Daily drive one.
Make it your main system. Use as many native tools from that distro or BSD system as possible.
Don’t copy-paste shit blindly.
Read, understand, then type.
No dual booting or virtualization.
VMs and dual booting give you an easy reset. They encourage reinstalling over fixing issues. You’ll never learn that way.
No compatibility layers (e.g., Wine, Linuxulator on FreeBSD, Waydroid).
If you’re using non-native tech, you’re defeating the purpose of this guide.
Make this your only system.
Your only personal computing device should be the OS you’re learning.
How to Learn:
- Learn by trial.
- Learn by error.
- Learn by doing.
- Learn by creating.
- Learn by experimentation.
- Learn by failure.
- Learn by exposure.
Stop:
- Stop reading guides.
- Stop following “must-do’s” from others.
- These rarely help you learn the intricacies of your system.

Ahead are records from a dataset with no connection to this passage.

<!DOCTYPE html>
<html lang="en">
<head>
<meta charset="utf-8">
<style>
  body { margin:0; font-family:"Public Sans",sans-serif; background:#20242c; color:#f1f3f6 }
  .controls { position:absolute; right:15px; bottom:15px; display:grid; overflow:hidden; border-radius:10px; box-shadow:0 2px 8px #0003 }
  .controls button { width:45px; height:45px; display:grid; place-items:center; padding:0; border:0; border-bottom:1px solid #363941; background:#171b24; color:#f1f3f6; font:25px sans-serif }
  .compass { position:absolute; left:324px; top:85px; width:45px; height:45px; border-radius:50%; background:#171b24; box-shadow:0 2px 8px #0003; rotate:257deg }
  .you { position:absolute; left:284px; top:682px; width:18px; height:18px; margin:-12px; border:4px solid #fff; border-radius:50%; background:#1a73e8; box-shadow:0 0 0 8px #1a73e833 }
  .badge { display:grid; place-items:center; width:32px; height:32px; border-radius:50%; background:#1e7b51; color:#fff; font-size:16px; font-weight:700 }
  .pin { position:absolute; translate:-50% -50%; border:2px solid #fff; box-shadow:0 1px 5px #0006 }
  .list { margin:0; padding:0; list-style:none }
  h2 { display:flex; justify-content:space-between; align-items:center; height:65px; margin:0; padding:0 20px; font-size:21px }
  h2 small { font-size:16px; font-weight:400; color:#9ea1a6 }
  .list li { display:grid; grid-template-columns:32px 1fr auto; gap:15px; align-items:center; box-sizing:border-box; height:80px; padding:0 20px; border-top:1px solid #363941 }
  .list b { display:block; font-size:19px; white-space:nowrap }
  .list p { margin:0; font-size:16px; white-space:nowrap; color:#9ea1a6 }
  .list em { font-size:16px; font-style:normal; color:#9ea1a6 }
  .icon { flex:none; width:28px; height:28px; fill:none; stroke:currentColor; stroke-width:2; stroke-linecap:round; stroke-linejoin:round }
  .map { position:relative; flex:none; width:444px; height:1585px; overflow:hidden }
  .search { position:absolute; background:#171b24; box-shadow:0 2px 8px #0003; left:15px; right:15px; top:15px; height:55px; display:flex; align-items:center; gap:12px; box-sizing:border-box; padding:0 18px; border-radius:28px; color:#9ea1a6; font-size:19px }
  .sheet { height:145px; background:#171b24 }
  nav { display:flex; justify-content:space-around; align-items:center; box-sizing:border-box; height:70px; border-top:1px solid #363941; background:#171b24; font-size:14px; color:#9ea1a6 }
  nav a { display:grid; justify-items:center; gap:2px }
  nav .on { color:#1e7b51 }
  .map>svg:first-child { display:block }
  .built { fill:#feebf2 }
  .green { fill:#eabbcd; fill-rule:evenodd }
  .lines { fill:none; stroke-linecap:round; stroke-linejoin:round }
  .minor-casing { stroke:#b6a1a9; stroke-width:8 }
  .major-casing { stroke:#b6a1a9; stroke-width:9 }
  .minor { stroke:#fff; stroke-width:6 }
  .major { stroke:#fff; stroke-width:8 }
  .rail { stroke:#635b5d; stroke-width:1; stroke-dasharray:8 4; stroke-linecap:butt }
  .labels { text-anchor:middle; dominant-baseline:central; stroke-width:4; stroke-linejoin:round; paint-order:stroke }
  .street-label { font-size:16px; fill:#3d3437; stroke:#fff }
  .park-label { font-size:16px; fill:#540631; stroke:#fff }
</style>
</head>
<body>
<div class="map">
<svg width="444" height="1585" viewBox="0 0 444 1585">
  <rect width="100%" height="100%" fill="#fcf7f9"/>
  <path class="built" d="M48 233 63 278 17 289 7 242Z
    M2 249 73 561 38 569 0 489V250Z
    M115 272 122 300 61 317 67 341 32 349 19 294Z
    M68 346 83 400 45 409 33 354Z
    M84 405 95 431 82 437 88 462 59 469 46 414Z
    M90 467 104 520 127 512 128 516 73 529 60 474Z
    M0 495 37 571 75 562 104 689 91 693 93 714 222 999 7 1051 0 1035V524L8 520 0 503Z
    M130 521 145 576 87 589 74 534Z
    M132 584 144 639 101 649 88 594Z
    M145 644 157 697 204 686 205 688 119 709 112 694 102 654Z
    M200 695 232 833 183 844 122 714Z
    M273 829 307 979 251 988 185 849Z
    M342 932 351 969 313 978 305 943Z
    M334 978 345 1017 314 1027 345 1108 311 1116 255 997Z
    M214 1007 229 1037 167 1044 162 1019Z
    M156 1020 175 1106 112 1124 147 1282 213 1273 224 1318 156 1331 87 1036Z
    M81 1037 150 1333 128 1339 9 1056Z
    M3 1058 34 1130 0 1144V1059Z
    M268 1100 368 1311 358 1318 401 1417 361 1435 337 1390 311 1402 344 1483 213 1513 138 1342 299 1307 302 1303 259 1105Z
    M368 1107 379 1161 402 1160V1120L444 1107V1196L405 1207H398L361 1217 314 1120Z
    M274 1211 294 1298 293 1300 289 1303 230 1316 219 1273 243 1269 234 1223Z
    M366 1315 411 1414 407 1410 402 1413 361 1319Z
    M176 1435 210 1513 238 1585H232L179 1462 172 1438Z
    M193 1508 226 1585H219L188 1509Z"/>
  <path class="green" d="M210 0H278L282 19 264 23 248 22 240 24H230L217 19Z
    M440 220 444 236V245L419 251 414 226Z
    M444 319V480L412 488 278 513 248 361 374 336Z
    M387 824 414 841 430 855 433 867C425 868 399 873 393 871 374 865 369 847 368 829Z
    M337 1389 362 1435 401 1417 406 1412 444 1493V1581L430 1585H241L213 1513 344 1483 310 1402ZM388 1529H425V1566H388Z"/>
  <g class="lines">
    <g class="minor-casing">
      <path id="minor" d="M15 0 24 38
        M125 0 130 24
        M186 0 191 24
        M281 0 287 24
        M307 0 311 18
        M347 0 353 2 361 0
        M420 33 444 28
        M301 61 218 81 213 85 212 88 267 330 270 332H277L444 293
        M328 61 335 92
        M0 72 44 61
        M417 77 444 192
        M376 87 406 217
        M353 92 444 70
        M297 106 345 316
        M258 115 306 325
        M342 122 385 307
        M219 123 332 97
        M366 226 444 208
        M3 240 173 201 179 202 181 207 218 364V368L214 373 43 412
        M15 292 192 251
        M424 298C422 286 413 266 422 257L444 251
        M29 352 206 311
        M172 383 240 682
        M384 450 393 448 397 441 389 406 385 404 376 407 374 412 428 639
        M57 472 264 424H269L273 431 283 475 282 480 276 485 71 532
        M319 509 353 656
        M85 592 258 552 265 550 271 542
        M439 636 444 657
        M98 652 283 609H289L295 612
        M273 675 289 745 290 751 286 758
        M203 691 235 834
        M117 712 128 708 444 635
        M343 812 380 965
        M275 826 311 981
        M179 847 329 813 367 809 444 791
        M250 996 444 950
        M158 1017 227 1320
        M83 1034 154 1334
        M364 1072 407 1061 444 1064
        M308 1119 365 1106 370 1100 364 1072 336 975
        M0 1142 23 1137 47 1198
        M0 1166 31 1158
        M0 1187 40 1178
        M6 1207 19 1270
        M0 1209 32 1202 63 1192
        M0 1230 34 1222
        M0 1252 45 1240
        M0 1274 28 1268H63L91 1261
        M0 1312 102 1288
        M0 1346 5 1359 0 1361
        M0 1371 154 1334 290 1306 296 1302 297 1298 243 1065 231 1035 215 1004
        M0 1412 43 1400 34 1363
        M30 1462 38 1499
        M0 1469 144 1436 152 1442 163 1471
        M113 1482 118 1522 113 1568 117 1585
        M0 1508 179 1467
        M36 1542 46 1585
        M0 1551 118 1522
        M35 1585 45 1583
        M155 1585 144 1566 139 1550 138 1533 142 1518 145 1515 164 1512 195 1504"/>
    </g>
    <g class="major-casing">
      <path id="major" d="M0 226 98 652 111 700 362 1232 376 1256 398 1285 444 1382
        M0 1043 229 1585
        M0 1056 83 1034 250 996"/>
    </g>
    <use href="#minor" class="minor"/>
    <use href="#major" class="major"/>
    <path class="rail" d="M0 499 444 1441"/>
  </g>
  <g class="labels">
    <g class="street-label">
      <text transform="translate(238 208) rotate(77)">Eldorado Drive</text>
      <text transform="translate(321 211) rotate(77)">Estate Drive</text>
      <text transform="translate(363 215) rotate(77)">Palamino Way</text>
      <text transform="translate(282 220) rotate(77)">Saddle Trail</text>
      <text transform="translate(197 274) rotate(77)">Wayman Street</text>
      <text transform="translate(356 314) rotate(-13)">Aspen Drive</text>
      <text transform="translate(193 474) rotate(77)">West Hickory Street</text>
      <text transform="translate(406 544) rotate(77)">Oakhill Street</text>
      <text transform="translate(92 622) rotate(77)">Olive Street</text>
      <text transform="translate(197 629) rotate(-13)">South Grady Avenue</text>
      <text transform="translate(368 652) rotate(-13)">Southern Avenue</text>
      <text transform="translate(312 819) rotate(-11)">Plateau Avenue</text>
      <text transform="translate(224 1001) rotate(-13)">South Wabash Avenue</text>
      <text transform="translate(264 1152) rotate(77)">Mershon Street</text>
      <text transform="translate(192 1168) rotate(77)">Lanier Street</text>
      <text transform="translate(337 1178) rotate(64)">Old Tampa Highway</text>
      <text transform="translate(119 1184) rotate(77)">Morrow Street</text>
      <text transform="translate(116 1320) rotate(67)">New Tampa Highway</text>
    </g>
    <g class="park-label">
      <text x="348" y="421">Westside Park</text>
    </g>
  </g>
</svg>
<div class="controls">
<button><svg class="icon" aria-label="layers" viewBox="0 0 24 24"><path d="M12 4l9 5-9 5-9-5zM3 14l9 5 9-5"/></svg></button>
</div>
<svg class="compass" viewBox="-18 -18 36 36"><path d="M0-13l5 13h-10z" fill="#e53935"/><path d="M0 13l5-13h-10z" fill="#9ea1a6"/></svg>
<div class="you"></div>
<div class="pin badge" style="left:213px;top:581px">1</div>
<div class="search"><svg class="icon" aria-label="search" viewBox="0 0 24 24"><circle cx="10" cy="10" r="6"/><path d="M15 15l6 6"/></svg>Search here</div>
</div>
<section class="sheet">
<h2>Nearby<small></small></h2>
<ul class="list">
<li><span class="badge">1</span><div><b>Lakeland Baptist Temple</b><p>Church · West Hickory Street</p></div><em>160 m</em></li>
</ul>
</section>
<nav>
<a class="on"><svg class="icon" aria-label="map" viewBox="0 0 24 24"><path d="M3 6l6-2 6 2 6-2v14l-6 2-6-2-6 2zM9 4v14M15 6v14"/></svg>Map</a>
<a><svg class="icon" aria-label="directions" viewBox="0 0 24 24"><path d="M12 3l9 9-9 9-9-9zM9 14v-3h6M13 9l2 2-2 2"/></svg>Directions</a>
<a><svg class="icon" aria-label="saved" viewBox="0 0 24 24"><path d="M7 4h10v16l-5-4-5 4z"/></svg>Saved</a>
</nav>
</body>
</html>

- There is no “right way” to learn this. Just long, hard, grueling, labor.
Where to Start:
- Learn the basics first.
- The manpages, the wiki, the handbook, the FAQ. Official documentation is your first stop.
- Build knowledge from there.
- Use what you learn to make solutions following the standard practices of your system.
- Actively work on your system.
- Constantly push it to do what you want it to do.
TL;DR:
Make your system do what you want. To do that, you need to understand its capabilities first. Start there.